I just posted a story about a little boy who lost his milkshake to the clutches of
evil ice. Why does that kid matter more than the one I’m sitting next to at the library? For one, the boy had big tears running down his face. When a chubby kid has tears running down his face, you want to do something about it. The kid next to me is reading a book, and I want to do nothing about it.
There are stories out there that would be absolutely amazing if the main character wasn’t sitting at a library reading a book. I know, I know, people don’t write stories about people reading a book in a library, but some people tell their story with that kind of theme. Stories that go on and on and then end before anything happens. It’s very difficult to listen to a story like that.

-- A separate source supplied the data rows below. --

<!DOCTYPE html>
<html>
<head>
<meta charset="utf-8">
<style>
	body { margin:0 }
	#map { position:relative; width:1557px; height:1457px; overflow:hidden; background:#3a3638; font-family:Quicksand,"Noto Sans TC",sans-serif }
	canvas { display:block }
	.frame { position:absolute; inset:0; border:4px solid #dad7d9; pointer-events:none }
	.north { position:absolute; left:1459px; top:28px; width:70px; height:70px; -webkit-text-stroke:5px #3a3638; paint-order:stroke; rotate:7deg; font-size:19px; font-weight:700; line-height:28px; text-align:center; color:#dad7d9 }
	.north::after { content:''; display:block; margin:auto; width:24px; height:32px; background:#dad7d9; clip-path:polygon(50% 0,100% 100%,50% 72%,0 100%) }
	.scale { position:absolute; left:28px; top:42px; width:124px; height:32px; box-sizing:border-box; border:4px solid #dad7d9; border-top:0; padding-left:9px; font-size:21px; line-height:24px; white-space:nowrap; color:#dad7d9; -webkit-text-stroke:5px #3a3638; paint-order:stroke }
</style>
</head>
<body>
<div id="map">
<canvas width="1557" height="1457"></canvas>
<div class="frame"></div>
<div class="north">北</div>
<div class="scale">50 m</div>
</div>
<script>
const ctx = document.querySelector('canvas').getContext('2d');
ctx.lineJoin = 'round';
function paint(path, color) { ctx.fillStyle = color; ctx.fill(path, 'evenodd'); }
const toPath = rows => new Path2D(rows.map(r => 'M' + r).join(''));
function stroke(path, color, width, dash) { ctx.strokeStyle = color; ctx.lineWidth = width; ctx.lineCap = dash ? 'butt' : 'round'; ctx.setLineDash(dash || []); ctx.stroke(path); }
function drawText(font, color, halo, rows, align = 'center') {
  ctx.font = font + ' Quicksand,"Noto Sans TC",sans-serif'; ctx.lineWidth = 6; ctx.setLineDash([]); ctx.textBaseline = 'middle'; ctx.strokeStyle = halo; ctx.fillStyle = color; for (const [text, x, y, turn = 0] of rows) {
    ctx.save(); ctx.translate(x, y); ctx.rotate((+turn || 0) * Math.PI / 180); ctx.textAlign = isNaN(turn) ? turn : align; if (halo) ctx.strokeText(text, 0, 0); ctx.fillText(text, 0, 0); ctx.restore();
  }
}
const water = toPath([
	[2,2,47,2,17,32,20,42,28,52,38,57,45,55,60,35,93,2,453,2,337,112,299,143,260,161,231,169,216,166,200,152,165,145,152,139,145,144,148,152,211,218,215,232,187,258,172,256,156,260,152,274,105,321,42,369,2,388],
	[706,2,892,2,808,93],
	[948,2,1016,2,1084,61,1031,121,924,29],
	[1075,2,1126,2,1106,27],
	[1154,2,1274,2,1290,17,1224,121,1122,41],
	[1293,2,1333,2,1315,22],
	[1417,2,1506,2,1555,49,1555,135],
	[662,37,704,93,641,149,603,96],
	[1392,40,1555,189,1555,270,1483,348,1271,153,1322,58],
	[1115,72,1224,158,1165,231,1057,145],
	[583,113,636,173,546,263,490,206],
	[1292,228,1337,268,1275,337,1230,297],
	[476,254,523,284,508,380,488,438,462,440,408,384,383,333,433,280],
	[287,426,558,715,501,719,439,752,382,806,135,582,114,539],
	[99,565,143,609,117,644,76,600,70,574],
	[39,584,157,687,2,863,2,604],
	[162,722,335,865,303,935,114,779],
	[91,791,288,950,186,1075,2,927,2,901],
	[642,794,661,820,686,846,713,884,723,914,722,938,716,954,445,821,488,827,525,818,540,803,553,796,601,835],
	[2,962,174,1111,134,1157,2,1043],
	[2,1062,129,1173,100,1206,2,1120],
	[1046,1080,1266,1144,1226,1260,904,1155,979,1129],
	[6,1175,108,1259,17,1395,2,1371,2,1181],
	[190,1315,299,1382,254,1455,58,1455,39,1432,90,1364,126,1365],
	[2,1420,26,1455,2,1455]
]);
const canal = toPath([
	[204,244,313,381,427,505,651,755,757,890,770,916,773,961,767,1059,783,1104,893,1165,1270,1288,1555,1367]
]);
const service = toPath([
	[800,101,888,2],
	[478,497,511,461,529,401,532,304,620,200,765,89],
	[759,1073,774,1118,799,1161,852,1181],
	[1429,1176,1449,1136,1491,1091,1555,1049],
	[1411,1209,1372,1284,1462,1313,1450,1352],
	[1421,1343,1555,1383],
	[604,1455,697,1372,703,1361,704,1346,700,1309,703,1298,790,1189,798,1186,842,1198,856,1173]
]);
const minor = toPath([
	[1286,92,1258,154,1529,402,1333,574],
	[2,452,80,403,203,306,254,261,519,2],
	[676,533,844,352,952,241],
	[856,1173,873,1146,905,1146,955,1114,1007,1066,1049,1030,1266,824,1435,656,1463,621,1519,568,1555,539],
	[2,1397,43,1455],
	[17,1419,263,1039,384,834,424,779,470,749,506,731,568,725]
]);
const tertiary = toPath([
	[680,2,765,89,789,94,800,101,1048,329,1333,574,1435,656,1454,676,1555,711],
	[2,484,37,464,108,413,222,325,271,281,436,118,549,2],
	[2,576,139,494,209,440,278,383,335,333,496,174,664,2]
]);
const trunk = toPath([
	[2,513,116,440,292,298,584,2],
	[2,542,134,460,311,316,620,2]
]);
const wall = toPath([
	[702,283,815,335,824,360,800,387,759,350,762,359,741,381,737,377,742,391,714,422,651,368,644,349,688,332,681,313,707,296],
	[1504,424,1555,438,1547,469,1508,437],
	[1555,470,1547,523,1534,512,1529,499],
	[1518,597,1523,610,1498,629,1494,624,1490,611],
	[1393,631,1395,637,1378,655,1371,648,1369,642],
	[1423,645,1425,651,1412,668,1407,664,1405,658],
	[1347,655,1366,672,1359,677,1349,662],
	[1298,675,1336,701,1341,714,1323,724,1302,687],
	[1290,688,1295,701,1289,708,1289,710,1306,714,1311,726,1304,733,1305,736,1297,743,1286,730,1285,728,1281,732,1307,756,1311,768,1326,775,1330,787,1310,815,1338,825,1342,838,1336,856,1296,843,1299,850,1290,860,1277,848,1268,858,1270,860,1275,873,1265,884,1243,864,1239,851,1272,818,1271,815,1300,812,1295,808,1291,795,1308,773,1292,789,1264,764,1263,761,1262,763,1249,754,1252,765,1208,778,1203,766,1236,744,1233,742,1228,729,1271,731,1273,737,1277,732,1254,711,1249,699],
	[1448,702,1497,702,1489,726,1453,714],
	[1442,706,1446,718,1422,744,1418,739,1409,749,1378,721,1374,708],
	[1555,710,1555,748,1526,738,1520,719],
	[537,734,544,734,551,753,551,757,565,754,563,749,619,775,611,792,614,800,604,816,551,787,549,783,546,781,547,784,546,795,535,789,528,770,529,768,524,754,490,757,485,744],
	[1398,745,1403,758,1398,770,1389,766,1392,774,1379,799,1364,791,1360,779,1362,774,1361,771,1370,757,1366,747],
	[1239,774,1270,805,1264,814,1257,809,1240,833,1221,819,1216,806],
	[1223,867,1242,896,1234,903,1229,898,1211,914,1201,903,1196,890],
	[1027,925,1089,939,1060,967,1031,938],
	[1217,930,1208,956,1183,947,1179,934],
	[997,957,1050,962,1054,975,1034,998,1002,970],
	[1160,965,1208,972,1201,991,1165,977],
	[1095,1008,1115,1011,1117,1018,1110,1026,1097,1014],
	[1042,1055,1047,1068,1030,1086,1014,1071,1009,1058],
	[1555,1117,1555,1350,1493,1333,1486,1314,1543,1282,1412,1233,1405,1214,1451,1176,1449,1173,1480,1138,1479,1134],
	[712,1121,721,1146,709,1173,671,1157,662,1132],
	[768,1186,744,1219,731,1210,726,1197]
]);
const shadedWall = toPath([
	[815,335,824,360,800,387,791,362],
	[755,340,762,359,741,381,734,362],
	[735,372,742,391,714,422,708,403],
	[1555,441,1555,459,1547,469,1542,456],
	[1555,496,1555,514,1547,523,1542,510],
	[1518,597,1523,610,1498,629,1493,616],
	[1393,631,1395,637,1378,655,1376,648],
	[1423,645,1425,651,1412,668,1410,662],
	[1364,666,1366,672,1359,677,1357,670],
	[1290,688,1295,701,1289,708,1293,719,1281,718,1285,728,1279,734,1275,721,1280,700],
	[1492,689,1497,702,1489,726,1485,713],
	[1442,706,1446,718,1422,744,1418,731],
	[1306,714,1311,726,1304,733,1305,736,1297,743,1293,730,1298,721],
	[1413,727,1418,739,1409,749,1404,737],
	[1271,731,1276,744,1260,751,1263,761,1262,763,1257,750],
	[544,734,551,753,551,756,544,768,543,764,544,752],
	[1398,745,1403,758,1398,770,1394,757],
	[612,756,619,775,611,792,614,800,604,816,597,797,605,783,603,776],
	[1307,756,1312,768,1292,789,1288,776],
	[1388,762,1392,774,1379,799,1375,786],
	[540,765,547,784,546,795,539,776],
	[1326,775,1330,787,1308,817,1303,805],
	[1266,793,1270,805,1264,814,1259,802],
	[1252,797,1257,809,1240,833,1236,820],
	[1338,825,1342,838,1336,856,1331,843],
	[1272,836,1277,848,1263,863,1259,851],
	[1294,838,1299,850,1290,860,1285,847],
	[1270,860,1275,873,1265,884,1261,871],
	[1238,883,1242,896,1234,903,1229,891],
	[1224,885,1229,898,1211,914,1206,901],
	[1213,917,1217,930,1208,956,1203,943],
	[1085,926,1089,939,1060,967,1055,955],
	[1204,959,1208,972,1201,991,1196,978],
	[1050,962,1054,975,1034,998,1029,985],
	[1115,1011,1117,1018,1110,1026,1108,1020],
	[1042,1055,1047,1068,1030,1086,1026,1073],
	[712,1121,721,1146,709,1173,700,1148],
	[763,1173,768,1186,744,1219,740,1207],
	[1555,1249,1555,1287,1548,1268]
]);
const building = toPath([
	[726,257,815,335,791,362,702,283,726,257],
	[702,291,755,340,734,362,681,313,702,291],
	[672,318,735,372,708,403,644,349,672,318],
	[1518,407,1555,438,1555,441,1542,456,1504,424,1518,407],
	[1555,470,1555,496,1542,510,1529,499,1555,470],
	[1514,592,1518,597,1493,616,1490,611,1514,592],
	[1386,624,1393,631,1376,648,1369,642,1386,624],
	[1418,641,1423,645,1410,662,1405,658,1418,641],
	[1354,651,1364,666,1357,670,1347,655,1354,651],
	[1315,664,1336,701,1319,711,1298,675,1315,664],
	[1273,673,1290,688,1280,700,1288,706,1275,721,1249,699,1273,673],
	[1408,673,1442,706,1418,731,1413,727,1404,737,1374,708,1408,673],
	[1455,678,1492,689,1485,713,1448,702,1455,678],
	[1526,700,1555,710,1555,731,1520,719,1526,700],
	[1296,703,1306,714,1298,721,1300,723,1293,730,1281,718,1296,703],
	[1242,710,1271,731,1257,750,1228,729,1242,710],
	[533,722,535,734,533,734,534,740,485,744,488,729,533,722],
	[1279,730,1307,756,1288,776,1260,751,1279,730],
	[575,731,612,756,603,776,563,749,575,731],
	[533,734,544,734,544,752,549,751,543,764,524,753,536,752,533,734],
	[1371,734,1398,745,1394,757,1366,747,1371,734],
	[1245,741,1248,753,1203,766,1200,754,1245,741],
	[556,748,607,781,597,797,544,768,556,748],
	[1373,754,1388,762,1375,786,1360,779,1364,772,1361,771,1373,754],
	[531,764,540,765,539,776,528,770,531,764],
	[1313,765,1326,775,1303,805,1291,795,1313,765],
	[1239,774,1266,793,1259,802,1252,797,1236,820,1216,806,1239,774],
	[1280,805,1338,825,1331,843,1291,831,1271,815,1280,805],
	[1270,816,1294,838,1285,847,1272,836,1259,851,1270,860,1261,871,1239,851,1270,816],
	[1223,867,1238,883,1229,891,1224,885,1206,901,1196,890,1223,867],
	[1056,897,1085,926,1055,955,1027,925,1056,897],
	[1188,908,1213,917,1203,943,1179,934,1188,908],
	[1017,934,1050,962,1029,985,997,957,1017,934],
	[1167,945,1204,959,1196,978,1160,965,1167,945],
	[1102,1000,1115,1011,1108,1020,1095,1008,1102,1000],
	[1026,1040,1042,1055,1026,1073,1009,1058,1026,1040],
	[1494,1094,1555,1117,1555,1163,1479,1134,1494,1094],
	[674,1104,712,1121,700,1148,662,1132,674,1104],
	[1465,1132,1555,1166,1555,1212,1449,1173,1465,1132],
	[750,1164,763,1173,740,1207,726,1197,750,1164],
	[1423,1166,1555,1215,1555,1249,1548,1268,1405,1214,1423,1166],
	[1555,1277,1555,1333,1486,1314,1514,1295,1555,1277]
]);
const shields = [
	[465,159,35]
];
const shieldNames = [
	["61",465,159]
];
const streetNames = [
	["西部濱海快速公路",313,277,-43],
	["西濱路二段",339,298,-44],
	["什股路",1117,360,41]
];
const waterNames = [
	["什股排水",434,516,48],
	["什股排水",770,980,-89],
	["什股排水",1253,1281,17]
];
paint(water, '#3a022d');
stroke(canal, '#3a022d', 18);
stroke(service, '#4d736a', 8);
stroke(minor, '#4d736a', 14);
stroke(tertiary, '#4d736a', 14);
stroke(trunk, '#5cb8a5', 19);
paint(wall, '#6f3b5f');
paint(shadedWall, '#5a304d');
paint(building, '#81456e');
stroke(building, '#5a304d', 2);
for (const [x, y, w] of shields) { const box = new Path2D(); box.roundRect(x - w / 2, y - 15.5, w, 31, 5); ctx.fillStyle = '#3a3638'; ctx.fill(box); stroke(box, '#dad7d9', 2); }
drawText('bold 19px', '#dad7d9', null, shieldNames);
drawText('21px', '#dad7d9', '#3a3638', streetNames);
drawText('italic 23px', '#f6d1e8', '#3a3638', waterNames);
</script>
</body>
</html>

What are you getting at, Benjamin?
Make your story worth telling. Give the main character crocodile tears if it will draw up some sort of emotion for the listener. Who cares if it’s true? My friend said this of writers:
“I think the difference between a lie and a story is that a story utilizes the trappings and appearances of truth for the interest of the listener as well as of the teller. A story has in it neither gain nor loss. But a lie is a device for profit or escape. I suppose if that definition is strictly held to, then a writer of stories is a liar – if he is financially fortunate” (John Steinbeck, East of Eden).
See what I did there? I told you it was my friend, so you were at least a little bit curious who this genius was. But, since I am not financially fortunate you can’t call me a liar.
Now go out and tell your stories. Make them interesting. Embellish them. Give the antagonist really long nose hairs if you need to, but keep your listener engaged. It’ll keep you engaged, too.